A Berkshire Hathaway havia passado com louvor pela implosão das pontocom, mas, no início de 2009, não estava claro como a empresa atravessaria uma das mais graves crises do capitalismo, iniciada no ano anterior.
Eu era repórter da Exame e resolvi usar isso como mote para tentar convencer os editores a me mandar para Omaha para cobrir a conferência anual da Berkshire – que, na época, era 100% presencial.
Talvez esse seja o evento financeiro mais acompanhado do mundo, e já era assim em 2009. Isso significa que haveria uma enxurrada de matérias sobre a conferência antes que a revista, que era quinzenal, chegasse às bancas.

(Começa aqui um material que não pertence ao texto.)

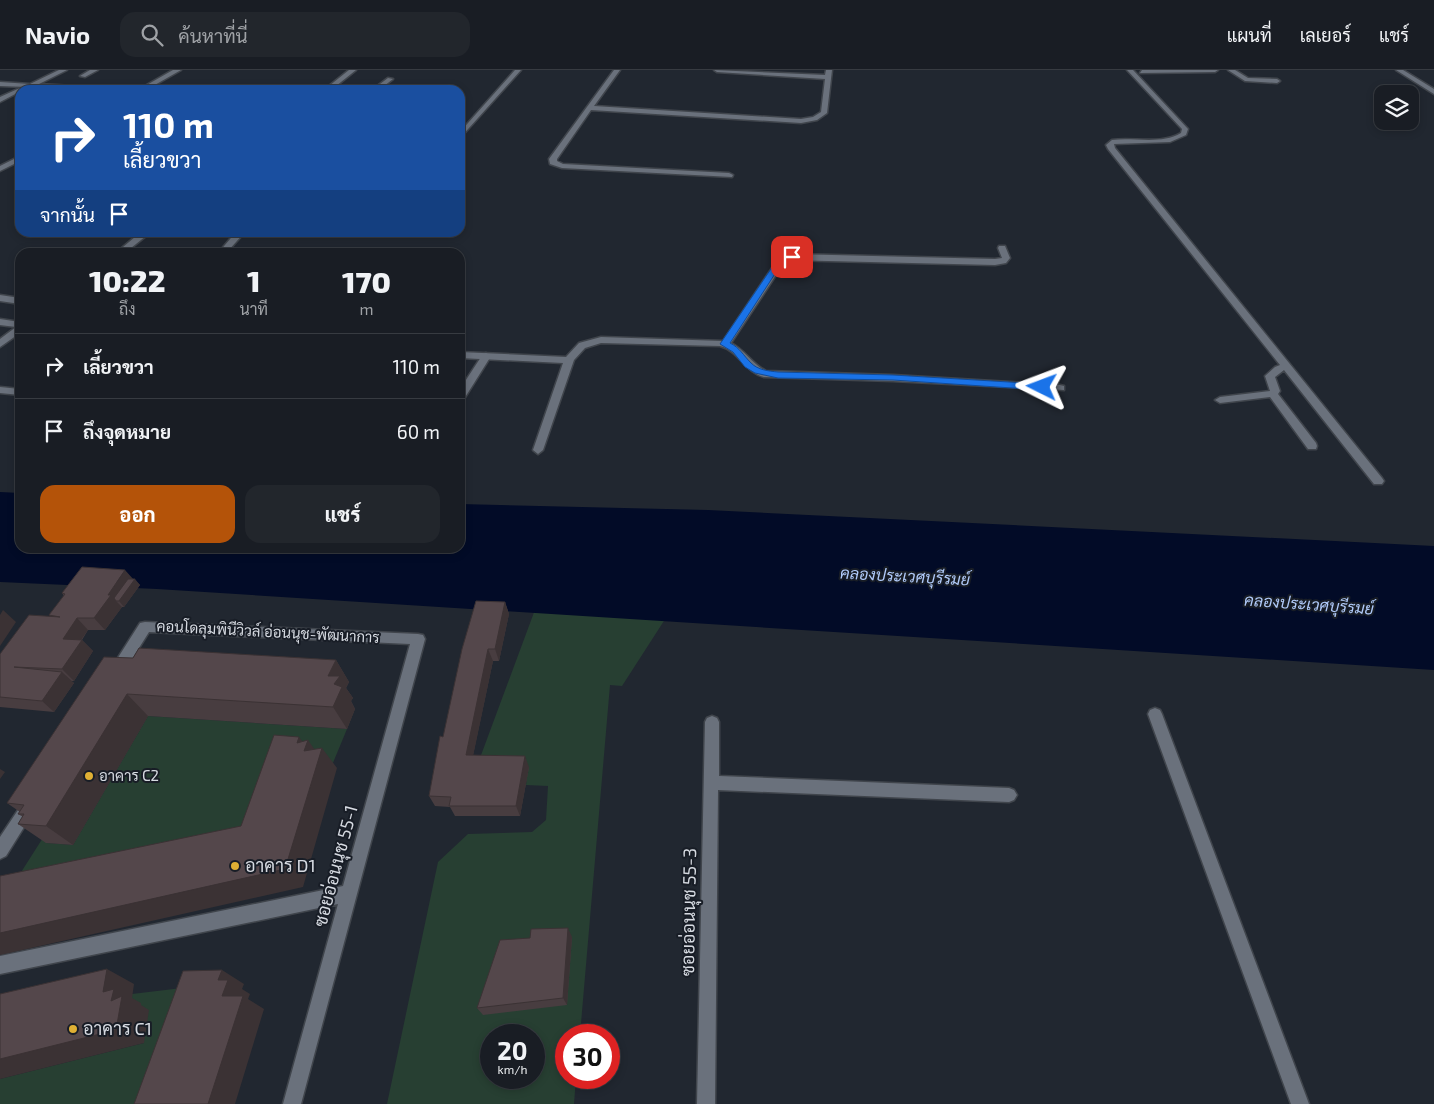 <!DOCTYPE html>
<html lang="th">
<meta charset="utf-8">
<style>
body{margin:0;font-family:"Exo 2",Sarabun,sans-serif;background:#22262c;color:#f1f3f6;height:100vh;display:flex;flex-direction:column;font-size:19px;white-space:nowrap}
*{box-sizing:border-box;margin:0}
p{font-size:16px;color:#9fa2a6}
.icon{flex:none;width:28px;height:28px;fill:none;stroke:currentColor;stroke-width:2;stroke-linecap:round;stroke-linejoin:round}
.map{position:relative;flex:1;overflow:hidden}
.panel{position:absolute;left:15px;top:178px;width:450px;height:305px;display:flex;flex-direction:column;background:#191d24;border-radius:15px;box-shadow:0 2px 8px #0003,0 0 0 1px #373b41}
.panel>*{flex:none}
.banner{position:absolute;left:15px;top:15px;width:450px;height:152px;border-radius:15px;box-shadow:0 2px 8px #0003,0 0 0 1px #373b41;background:#1a4fa0;color:#fff;overflow:hidden}
.buttons{position:absolute;left:1374px;top:15px;display:grid;gap:10px}
.buttons a{display:grid;place-items:center;width:45px;height:45px;border-radius:10px;background:#191d24;box-shadow:0 2px 8px #0003,0 0 0 1px #373b41;font-size:25px}
.speed{position:absolute;left:480px;top:954px;display:flex;gap:10px;font-size:25px;font-weight:700;text-align:center}
.speed>*{display:grid;place-content:center;width:65px;height:65px;border-radius:50%;background:#191d24;box-shadow:0 2px 8px #0003,0 0 0 1px #373b41;line-height:1}
.speed small{font-size:12px;font-weight:400}
.speed .limit{border:8px solid #d22;background:#fff;color:#111}
.pin{position:absolute;display:grid;place-items:center;width:42px;height:42px;color:#fff;margin:-21px;border-radius:10px;box-shadow:0 2px 8px #0006}
.me{position:absolute;width:55px;margin:-28px;rotate:273deg;stroke-linejoin:round;filter:drop-shadow(0 0 4px #0008)}
.turn{display:flex;align-items:center;gap:18px;height:105px;padding:0 25px;font-size:22px}
.turn .icon{width:65px;height:65px;stroke-width:2.5}
.turn b{display:block;font-size:35px;line-height:42px}
.then{display:flex;align-items:center;height:48px;padding:0 25px;background:#0003;gap:10px;font-size:19px}
.eta{display:flex;justify-content:space-evenly;align-items:center;height:85px;text-align:center}
.eta b{font-size:30px;font-weight:800;line-height:35px}
.action{display:flex;gap:10px;margin-top:auto;padding:10px 25px}
.action a{flex:1;height:58px;border-radius:15px;background:#b45309;color:#fff;font-size:20px;font-weight:800;line-height:58px;text-align:center}
.action a+a{background:#22262c;color:#f1f3f6}
ul{padding:0;list-style:none}
li{display:flex;align-items:center;gap:15px;height:65px;padding:0 25px;border-top:1px solid #373b41}
li div{flex:1}
li b{display:block;font-size:19px}
li em{font-style:normal}
header{display:flex;align-items:center;gap:30px;box-sizing:border-box;height:70px;padding:0 25px;background:#191d24;border-bottom:1px solid #373b41}
header strong{font-size:24px}
nav{display:flex;gap:28px;margin-inline-start:auto;font-size:18px}
.search{width:350px;height:45px;background:#22262c;display:flex;align-items:center;gap:12px;box-sizing:border-box;padding:0 18px;border-radius:15px;color:#9fa2a6;font-size:19px}
.map>svg:first-child{display:block}
.green{fill:#273f32;fill-rule:evenodd}
.water{fill:#020b27}
.lines{fill:none;stroke-linecap:round;stroke-linejoin:round}
.service-casing{stroke:#40454c;stroke-width:3}
.minor-casing{stroke:#40454c;stroke-width:3}
.service{fill:#6a717c;fill-rule:evenodd}
.minor{fill:#6a717c;fill-rule:evenodd}
.wall{fill:#483d40}
.shaded-wall{fill:#3b3234}
.building{fill:#54474b;stroke:#3b3234}
.route{fill:#1a73e8;stroke:#114b97}
.poi-dot{fill:#dfb034;stroke:#181d26;stroke-width:2}
.labels{text-anchor:middle;stroke-width:4;stroke-linejoin:round;paint-order:stroke}
.street-label{font-size:15px;fill:#d6dae1;stroke:#181d26}
.poi-label{font-size:15px;fill:#d6dae1;stroke:#181d26;text-anchor:start}
.water-label{font-size:16px;font-style:italic;fill:#b0caf9;stroke:#181d26}
.near-poi-label{font-size:18px;fill:#d6dae1;stroke:#181d26;text-anchor:start}
.near-street-label{font-size:18px;fill:#d6dae1;stroke:#181d26}
</style>
<header>
<strong>Navio</strong>
<div class="search"><svg class="icon" aria-label="search" viewBox="0 0 24 24"><circle cx="10" cy="10" r="6"/><path d="M15 15l6 6"/></svg>ค้นหาที่นี่</div>
<nav><a>แผนที่</a><a>เลเยอร์</a><a>แชร์</a></nav>
</header>
<div class="map">
<svg width="1434" height="1034" viewBox="0 0 1434 1034">
<rect width="100%" height="100%" fill="#212730"/>
<path class="green" d="M536 537 671 540 622 616 610 615 580 965H566V1008H576L574 1034H387L438 792 468 764 532 762 546 750 548 716 526 715 528 697 477 696ZM491 965H534V1008H491Z
M148 646 347 659 330 700 260 775 4 829 46 763 47 773 73 775Z
M207 915 166 1034H0V1009L144 973 130 935 132 924Z"/>
<path class="water" d="M0 422 20 423V478H460V434L708 440 1434 476V600L157 519 0 512Z"/>
<g class="lines">
<defs>
<path id="service" d="M90 0H98L85 7 80 6Z
M1142 0H1218L1215 2 1140 3Z
M1228 0H1235L1248 8 1277 9 1280 11 1277 13 1245 11Z
M486 283 491 286 464 329 460 330V319L483 284Z
M0 317 20 319V325L0 323Z"/>
<path id="minor" d="M59 0H67L39 14 107 18 110 20 0 16V12L30 14Z
M173 0H181L146 20H138Z
M349 0H356L331 20H324Z
M515 0H521L460 68V62Z
M614 0H620L594 36 801 49 813 47 821 42 825 9 717 2 714 0 825 5 826 0H832L827 43 817 50 801 53 591 40 557 89V91L563 94 729 103 733 105 732 107 562 98 550 94 549 89Z
M1127 0H1133L1188 59 1186 65 1170 72 1114 74 1115 78 1382 408 1384 411 1382 414H1374L1284 300 1275 307 1280 321 1278 324 1316 373 1317 376 1316 379H1308L1270 327 1220 333 1215 330 1220 327 1270 321 1265 306 1275 297 1280 295 1108 79 1106 75 1112 70C1134 67 1161 75 1181 63L1182 59Z
M1396 0H1403L1434 19V24Z
M388 8 393 9 379 20H372Z
M20 18 23 20 0 32V27Z
M20 86V91L0 101V96Z
M141 162H151L126 182H117Z
M236 162H245L227 182H219Z
M999 176H1005L1010 188 1006 193 995 195 786 190 731 273C745 280 752 294 766 301L893 305 1060 315 1064 316V320L893 311 764 307C745 302 739 281 720 276L601 273 585 278 574 290 543 380 538 384 533 380 563 293 460 288V282L566 287 579 273 601 267 723 271 780 186 792 184 995 189 1002 188 998 178Z
M0 225 20 228V234L0 231Z
M0 249 20 252V263L0 277V269L16 257 0 255Z
M145 552 418 564 423 565 425 569 301 1034H283L338 834 0 904V886L343 816 410 574 149 562 122 605 117 607 112 605 110 601 112 597 140 553Z
M1155 638 1160 640 1162 644 1309 1034H1291L1148 644 1150 640Z
M712 646 717 648 719 652V706L1009 718 1014 720 1017 725 1014 730 1009 732 718 720 715 1034H697L705 652 707 648Z
M31 726 36 728 39 733 36 738 6 786 0 789V767L26 728Z"/>
</defs>
<use href="#service" class="service-casing"/>
<use href="#minor" class="minor-casing"/>
<use href="#service" class="service"/>
<use href="#minor" class="minor"/>
</g>
<path class="wall" d="M133 509 140 515 124 537H122L105 560H88L82 570 93 581 74 611H71L74 613 54 642 0 637V584L51 546 49 545 64 526 62 523Z
M505 532 509 544 499 591H493L473 685 529 697 520 746H455L450 737 435 736 429 726 443 667Z
M133 588 336 590 349 612 346 618 353 628 351 631 355 639 347 659 148 646 73 775 46 773 18 754 23 747 18 744 20 742 7 733Z
M572 867 567 935 483 945 477 938Z"/>
<path class="shaded-wall" d="M125 500 134 510 135 509 140 515 124 537 119 531H116L122 537 105 560 94 548 108 525Z
M505 532 509 544 499 591 495 579Z
M3 540 16 552 0 576V545Z
M77 548 88 560 74 580 63 569Z
M82 570 93 581 74 611 62 599Z
M488 579 493 591 471 696 466 685Z
M336 590 349 612 346 618 353 628 351 631 355 639 347 659 333 637 328 606Z
M62 602 74 613 54 642 42 631Z
M127 624 148 646 73 775 46 756Z
M299 667 306 676 308 670 319 686 322 678 337 698 303 817 0 885V863L285 799 297 673Z
M525 686 529 697 520 746 516 736Z
M0 699 5 702 0 709Z
M568 858 572 867 567 935 563 928Z
M107 899 134 914 132 928 141 933V935L149 940 144 973 0 1009V989L111 931 103 922Z
M222 900 244 914 242 919 250 924 248 929 264 939 235 1034H208L222 926 218 910Z"/>
<path class="building" d="M82 497 125 500 108 525H111L94 548H77L63 569 82 570 62 599 14 597 62 602 42 631 0 627V584L29 545 60 547 49 545 65 524 62 523Z
M128 509H135L119 531H116L114 528Z
M476 531 505 532 495 579H488L466 685 525 686 516 736H449L451 727 429 726 440 666 443 667 462 579Z
M139 578 336 590 328 606H340L334 614 342 617 333 637 127 624 46 756 18 754 24 744H18L24 735 7 733 104 587 133 588Z
M274 665 299 667 297 673 308 670 304 681 322 678 285 799 0 863V806L241 756Z
M568 858 563 928 477 938 500 870 530 868 531 859Z
M107 899 103 922 114 919 111 931 122 926 116 960 0 989V924Z
M222 900 218 910H228L222 926H243L208 1034H134L183 901Z"/>
<path class="route" d="M792 185 796 187 794 189 785 190 782 193 730 273C740 278 743 285 751 293 758 300 768 301 778 302L893 305 1042 314 1046 317 1042 320 893 310 778 308 755 303 745 297 733 282 720 274 777 190 780 187Z"/>
<g class="poi-dot">
<circle cx="89" cy="706" r="5"/>
<circle cx="235" cy="796" r="5"/>
<circle cx="73" cy="959" r="5"/>
</g>
<g class="labels">
<g class="street-label">
<text transform="translate(268 562) rotate(3)" y="5">คอนโดลุมพินีวิวล์ อ่อนนุช-พัฒนาการ</text>
</g>
<g class="poi-label">
<text x="99" y="711">อาคาร C2</text>
</g>
<g class="water-label">
<text transform="translate(905 506) rotate(3)" y="6">คลองประเวศบุรีรมย์</text>
<text transform="translate(1309 534) rotate(4)" y="6">คลองประเวศบุรีรมย์</text>
</g>
<g class="near-poi-label">
<text x="245" y="802">อาคาร D1</text>
<text x="83" y="965">อาคาร C1</text>
</g>
<g class="near-street-label">
<text transform="translate(336 796) rotate(-75)" y="6">ซอยอ่อนนุช 55-1</text>
<text transform="translate(689 842) rotate(-89)" y="6">ซอยอ่อนนุช 55-3</text>
</g>
</g>
</svg>
<div class="buttons">
<a><svg class="icon" aria-label="layers" viewBox="0 0 24 24"><path d="M12 4l9 5-9 5-9-5zM3 14l9 5 9-5"/></svg></a>
</div>
<div class="speed"><div>20<small>km/h</small></div><div class="limit">30</div></div>
<div class="pin" style="left:792px;top:187px;background:#d93025"><svg class="icon" aria-label="arrive" viewBox="0 0 24 24"><path d="M6 21V4h12l-3 4 3 4H6"/></svg></div>
<svg class="me" style="left:1042px;top:317px" viewBox="-20 -20 40 40"><path d="M0-17L14 15 0 8-14 15z" fill="#1a73e8" stroke="#fff" stroke-width="4"/></svg>
<div class="banner">
<div class="turn"><svg class="icon" aria-label="right" viewBox="0 0 24 24"><path d="M7 20v-9h11M14 6l5 5-5 5"/></svg><div><b>110 m</b>เลี้ยวขวา</div></div>
<div class="then">จากนั้น<svg class="icon" aria-label="arrive" viewBox="0 0 24 24"><path d="M6 21V4h12l-3 4 3 4H6"/></svg></div>
</div>
<section class="panel">
<div class="eta">
<div><b>10:22</b><p>ถึง</p></div>
<div><b>1</b><p>นาที</p></div>
<div><b>170</b><p>m</p></div>
</div>
<ul>
<li><svg class="icon" aria-label="right" viewBox="0 0 24 24"><path d="M7 20v-9h11M14 6l5 5-5 5"/></svg><div><b>เลี้ยวขวา</b></div><em>110 m</em></li>
<li><svg class="icon" aria-label="arrive" viewBox="0 0 24 24"><path d="M6 21V4h12l-3 4 3 4H6"/></svg><div><b>ถึงจุดหมาย</b></div><em>60 m</em></li>
</ul>
<div class="action"><a>ออก</a><a>แชร์</a></div>
</section>
</div>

Os editores aprovaram a viagem – e aí começou a saga para tentar conseguir algo diferente, exclusivo, para os leitores.
Meu pedido para entrevistar Warren Buffett e Charlie Munger foi negado – como o de todos os outros jornalistas que tentaram, me disse uma impaciente assessora da Berkshire.
Mas ela contou que os dois falariam com um pequeno grupo de jornalistas após a apresentação para os acionistas, e eu poderia fazer uma solicitação para participar. Negada.
Em paralelo, fui pelas beiradas. Marquei entrevistas com executivos de empresas em que a Berkshire investe, com autores de livros, com a gerente do restaurante que Buffett frequenta em Omaha; consegui acesso a alguns dos muitos eventos paralelos que acontecem na cidade nesse período, e até comprei ingresso para o show do filho caçula de Buffett, Peter.
Mas era pouco. Até que a Cristiane Correa, uma das editoras da Exame na época, disse: “Por que você não escreve diretamente para o Buffett? Uma carta mesmo. Ele diz que lê tudo, né? Vai que ele lê.”
Foi fácil encontrar o endereço da casa de Buffett na internet. Ainda no Brasil, escrevi uma carta me apresentando e praticamente implorando para falar com ele e Munger. Juntei dois exemplares da Exame (em português) e mandei.
Duas semanas depois, chega a resposta: “Mr. Buffett” havia recebido a carta e autorizado minha entrada naquele grupo de jornalistas que poderia entrevistá-lo junto com Munger.
Cada jornalista desse grupo poderia fazer uma pergunta para os dois. Fiz o que quase todo jornalista faz nessas horas: juntei quatro perguntas em uma. Como eles viam o Brasil e a América Latina? Por que não investiam no Brasil? O que poderia fazê-los mudar de ideia? Algo chamava a atenção aqui?
Buffett disse que uma coisa chamava sua atenção: Jorge Paulo Lemann. Elogiou a trajetória de Lemann e disse que buscava empresários assim como parceiros (o primeiro negócio entre eles, a compra da Heinz, aconteceu em 2013).
Munger ficou em silêncio. Quando a sessão de perguntas e respostas terminou, Munger me chamou e disse: “Deixa eu te explicar por que não investimos em empresas no Brasil.”
Ficou alguns minutos listando as nossas mazelas – a dificuldade para fazer negócios, a falta de mão de obra qualificada, a burocracia – e discorrendo como tudo isso prejudica as nossas empresas.
À medida que ele falava, parecia que ia ficando irritado com a quantidade de problemas. Por tudo isso, concluiu, não via motivos para perder tempo no Brasil.
Preferia usar seu tempo na China, onde ele não encontrava essas barreiras e onde via negócios promissores surgindo.
A Berkshire havia acabado de comprar uma participação na BYD, e Munger estava animado com as possibilidades. O tempo mostrou que estava certo: houve solavancos, mas em 15 anos o investimento inicial de cerca de US$ 230 milhões se transformou em US$ 9 bilhões.
“Se algo é muito difícil, decidimos fazer outra coisa. O que pode ser mais simples que isso?” Munger costumava dizer.
Buffett e Munger não só atravessaram a crise de 2008 como aproveitaram com maestria as oportunidades que surgiram de lá pra cá.
Mas exceto por um pequeno investimento no Nubank, o Brasil continuou de fora.